## Work item
When a line of the entries contains the word "compass", report that line.

[Items from a dataset]
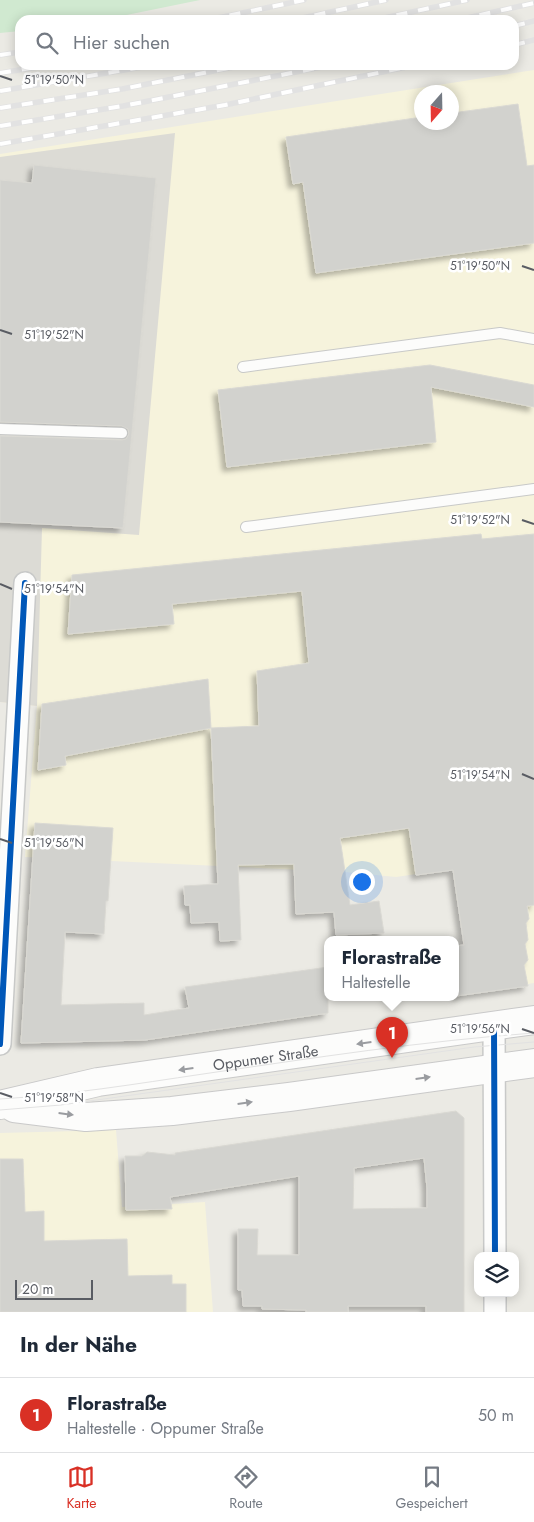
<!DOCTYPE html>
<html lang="de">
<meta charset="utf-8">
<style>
:root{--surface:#fff;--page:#f2f2f3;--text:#1f2937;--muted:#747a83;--line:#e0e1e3;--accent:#d93025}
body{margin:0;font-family:Jost,sans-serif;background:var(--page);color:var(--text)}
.controls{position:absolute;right:15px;bottom:15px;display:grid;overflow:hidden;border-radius:10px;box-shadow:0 2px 12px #0003}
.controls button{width:45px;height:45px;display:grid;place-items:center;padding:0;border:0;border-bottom:1px solid var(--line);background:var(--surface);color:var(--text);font:25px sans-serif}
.compass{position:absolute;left:414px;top:85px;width:45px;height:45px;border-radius:50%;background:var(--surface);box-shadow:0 2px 12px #0003;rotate:200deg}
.scale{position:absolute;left:15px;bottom:12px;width:78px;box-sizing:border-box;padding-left:5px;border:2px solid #595c63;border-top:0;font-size:14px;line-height:18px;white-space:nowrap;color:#595c63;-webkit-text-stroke:4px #fff;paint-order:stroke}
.you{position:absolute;left:361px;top:881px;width:18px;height:18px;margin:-12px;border:4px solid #fff;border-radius:50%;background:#1a73e8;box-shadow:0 0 0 8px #1a73e833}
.badge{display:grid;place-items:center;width:32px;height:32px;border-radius:50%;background:var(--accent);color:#fff;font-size:16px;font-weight:700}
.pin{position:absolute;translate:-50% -41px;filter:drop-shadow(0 1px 2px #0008)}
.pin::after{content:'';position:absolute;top:26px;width:18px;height:15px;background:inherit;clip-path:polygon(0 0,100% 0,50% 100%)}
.popup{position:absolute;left:324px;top:936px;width:135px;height:65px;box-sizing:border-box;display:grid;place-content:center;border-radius:10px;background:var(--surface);filter:drop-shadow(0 1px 4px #0005);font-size:16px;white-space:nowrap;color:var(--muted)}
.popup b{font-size:19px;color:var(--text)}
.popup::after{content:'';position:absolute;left:50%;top:100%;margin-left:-10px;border:10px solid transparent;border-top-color:var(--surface)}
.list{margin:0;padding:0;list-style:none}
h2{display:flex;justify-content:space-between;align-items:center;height:65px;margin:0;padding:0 20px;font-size:21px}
h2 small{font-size:16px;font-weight:400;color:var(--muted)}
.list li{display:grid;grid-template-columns:32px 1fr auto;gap:15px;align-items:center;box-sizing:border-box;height:75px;padding:0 20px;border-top:1px solid var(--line)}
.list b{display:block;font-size:19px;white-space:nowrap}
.list p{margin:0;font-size:16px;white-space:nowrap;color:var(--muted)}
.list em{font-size:16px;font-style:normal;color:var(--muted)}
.icon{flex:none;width:28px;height:28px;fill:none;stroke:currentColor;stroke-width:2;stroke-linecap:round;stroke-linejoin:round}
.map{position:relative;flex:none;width:534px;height:1312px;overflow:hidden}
.search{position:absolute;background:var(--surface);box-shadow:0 2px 12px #0003;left:15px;right:15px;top:15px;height:55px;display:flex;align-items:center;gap:12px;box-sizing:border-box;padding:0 18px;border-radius:15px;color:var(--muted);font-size:19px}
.sheet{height:140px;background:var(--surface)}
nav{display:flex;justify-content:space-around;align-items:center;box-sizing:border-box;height:70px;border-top:1px solid var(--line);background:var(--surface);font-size:14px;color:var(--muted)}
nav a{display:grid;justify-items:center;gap:2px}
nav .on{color:var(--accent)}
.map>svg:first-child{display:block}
</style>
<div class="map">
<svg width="534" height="1312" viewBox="0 0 534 1312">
<defs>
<filter id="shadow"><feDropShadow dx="-4.5" dy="4.5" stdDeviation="2.5" flood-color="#0004"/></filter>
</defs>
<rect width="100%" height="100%" fill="#ebeae4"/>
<!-- commercial -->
<path fill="#f6f3dc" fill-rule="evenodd" d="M534 70V983L503 988 484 864 396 877 345 872 25 857 37 706 0 702V154ZM422 92H452V122H422Z
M116 1130 122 1207 205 1202 213 1312H0V1133Z"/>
<!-- industrial -->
<path fill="#dcdbd5" d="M175 133 139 535 42 528 37 706 0 702V157Z"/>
<!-- green -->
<path fill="#d0e9d0" d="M0 0H200L102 20H20V31L0 33Z"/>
<!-- building -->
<path fill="#d2d2ce" stroke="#dad9d3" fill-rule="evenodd" filter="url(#shadow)" d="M518 104 527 166 534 165V243L316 273 303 182 293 184 286 137 422 117V122H452V113Z
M34 165 156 178 123 528 0 522V436L122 440 126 439 129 434 128 429 122 426 0 422V180L32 183Z
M430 365 534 385V407L431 387 436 442 227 467 218 390Z
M481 534 482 539 534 534V905L527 906 529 919 526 923 528 940 525 944 528 960 524 965 528 986 456 996V946L464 945 453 870 416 875 409 828 340 838 350 905 379 901 384 933 336 935 334 912 296 914 294 864 238 865 241 940 220 941 219 922 191 923 190 905H185L184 886 218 884 211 728 259 726 257 671 309 663 302 591 172 604 174 624 68 634 72 575Z
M208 679 211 728 65 756 66 765 38 770 42 704Z
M35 823 113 828 108 901H106L104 934 65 932 61 1005 144 1003V1015L189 1008 185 987 328 967V1013L145 1040 21 1043Z
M456 1111 464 1118V1312H426V1306H348V1312H306V1310L262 1309V1306H243L242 1290H238V1229H258L257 1255H299V1176L170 1197 172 1209 126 1210 125 1156H142L147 1152 175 1155V1153ZM424 1158 427 1188V1208L353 1209 354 1168Z
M0 1159H23L25 1212 44 1211V1241L127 1239 128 1276 172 1275V1284H186V1312H0Z"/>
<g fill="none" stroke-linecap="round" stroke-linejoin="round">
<!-- service casing -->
<g stroke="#c8c9c8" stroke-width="12">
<path id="service" d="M243 367 500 333 534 339
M0 429 122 433
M246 527 534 489"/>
</g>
<!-- minor casing -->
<g stroke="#c8c9c8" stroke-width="24">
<path id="minor" d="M494 1025 495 1256
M0 1044 25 583
M495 1293V1312"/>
</g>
<!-- secondary casing -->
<g stroke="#c9c9c9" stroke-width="30">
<g id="secondary">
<path id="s1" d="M0 1105 98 1082 534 1020"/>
<path d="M14 1108 86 1117 172 1111 289 1097 534 1063"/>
</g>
</g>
<!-- service -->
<use href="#service" stroke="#fcfcfb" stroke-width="10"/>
<!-- minor -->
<use href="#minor" stroke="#fcfcfb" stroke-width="21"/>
<!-- secondary -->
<use href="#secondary" stroke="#fcfcfb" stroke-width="28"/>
<!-- tram -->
<path stroke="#e2e2e2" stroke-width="1" d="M0 1099C69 1095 135 1084 203 1074 313 1058 423 1041 534 1033
M0 1110 61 1105 474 1047 534 1042"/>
<!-- rail casing -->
<g stroke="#e2e2e2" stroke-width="5.5">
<path id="rail" d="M208 20 304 0
M293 20 386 0
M375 20 467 0
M458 20 534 3
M514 26 534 21
M514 45 534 40
M0 55 20 52
M0 73 50 65
M0 91 154 65
M0 108 122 89 244 65
M0 126 123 106 332 65
M0 144 225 105 416 65"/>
</g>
<!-- rail -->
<use href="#rail" stroke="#fff" stroke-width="4" stroke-dasharray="11" stroke-linecap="butt"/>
<!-- cycleway casing -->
<g stroke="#fff" stroke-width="9">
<path id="cycleway" d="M494 1025 495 1256
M0 1044 25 583"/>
</g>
<!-- cycleway -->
<use href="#cycleway" stroke="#0057b8" stroke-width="6"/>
</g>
<!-- one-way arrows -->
<defs><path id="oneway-solid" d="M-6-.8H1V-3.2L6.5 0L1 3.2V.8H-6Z" transform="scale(1.25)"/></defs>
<g fill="#9a9ca0">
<use href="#oneway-solid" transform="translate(364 1043) rotate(172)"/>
<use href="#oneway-solid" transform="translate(186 1069) rotate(172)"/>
<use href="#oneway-solid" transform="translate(423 1078) rotate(-8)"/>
<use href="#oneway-solid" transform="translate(245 1103) rotate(-8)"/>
<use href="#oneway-solid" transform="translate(66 1114) rotate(7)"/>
</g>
<!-- ticks -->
<path fill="none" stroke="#595c63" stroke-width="2" d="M0 76 12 80M522 266 534 270M0 330 12 334M522 520 534 524M0 584 12 589M522 774 534 779M0 839 12 843M522 1029 534 1033M0 1093 12 1097"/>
<g text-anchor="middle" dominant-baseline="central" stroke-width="5" stroke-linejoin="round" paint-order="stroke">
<!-- street labels -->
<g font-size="15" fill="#595c63" stroke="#fff">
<text stroke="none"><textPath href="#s1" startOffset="270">Oppumer Straße</textPath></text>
</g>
</g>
<g font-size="12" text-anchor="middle" fill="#595c63" stroke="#fff" stroke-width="5" stroke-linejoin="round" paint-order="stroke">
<text x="54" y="84">51°19'50"N</text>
<text x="480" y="270">51°19'50"N</text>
<text x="54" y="339">51°19'52"N</text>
<text x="480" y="524">51°19'52"N</text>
<text x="54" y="593">51°19'54"N</text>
<text x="480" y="779">51°19'54"N</text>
<text x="54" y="847">51°19'56"N</text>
<text x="480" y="1033">51°19'56"N</text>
<text x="54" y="1102">51°19'58"N</text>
</g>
</svg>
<div class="controls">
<button><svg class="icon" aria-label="layers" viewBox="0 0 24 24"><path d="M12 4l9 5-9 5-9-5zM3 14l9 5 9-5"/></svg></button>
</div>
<svg class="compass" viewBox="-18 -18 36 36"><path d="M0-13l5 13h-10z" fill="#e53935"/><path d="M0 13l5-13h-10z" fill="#747a83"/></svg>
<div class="scale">20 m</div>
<div class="you"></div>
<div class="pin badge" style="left:392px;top:1058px">1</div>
<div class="popup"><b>Florastraße</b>Haltestelle</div>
<div class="search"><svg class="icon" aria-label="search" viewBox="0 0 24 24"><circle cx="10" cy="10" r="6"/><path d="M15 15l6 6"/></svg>Hier suchen</div>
</div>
<section class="sheet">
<h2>In der Nähe<small></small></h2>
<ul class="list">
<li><span class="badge">1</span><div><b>Florastraße</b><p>Haltestelle · Oppumer Straße</p></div><em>50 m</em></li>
</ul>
</section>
<nav>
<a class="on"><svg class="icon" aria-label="map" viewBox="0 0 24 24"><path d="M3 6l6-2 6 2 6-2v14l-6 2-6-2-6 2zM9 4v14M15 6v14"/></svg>Karte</a>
<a><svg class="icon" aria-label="directions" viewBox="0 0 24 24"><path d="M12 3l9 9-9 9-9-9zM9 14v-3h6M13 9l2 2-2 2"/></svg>Route</a>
<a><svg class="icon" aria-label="saved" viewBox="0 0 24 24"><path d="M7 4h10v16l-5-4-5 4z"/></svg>Gespeichert</a>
</nav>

## Result of the exercise
.compass{position:absolute;left:414px;top:85px;width:45px;height:45px;border-radius:50%;background:var(--surface);box-shadow:0 2px 12px #0003;rotate:200deg}
<svg class="compass" viewBox="-18 -18 36 36"><path d="M0-13l5 13h-10z" fill="#e53935"/><path d="M0 13l5-13h-10z" fill="#747a83"/></svg>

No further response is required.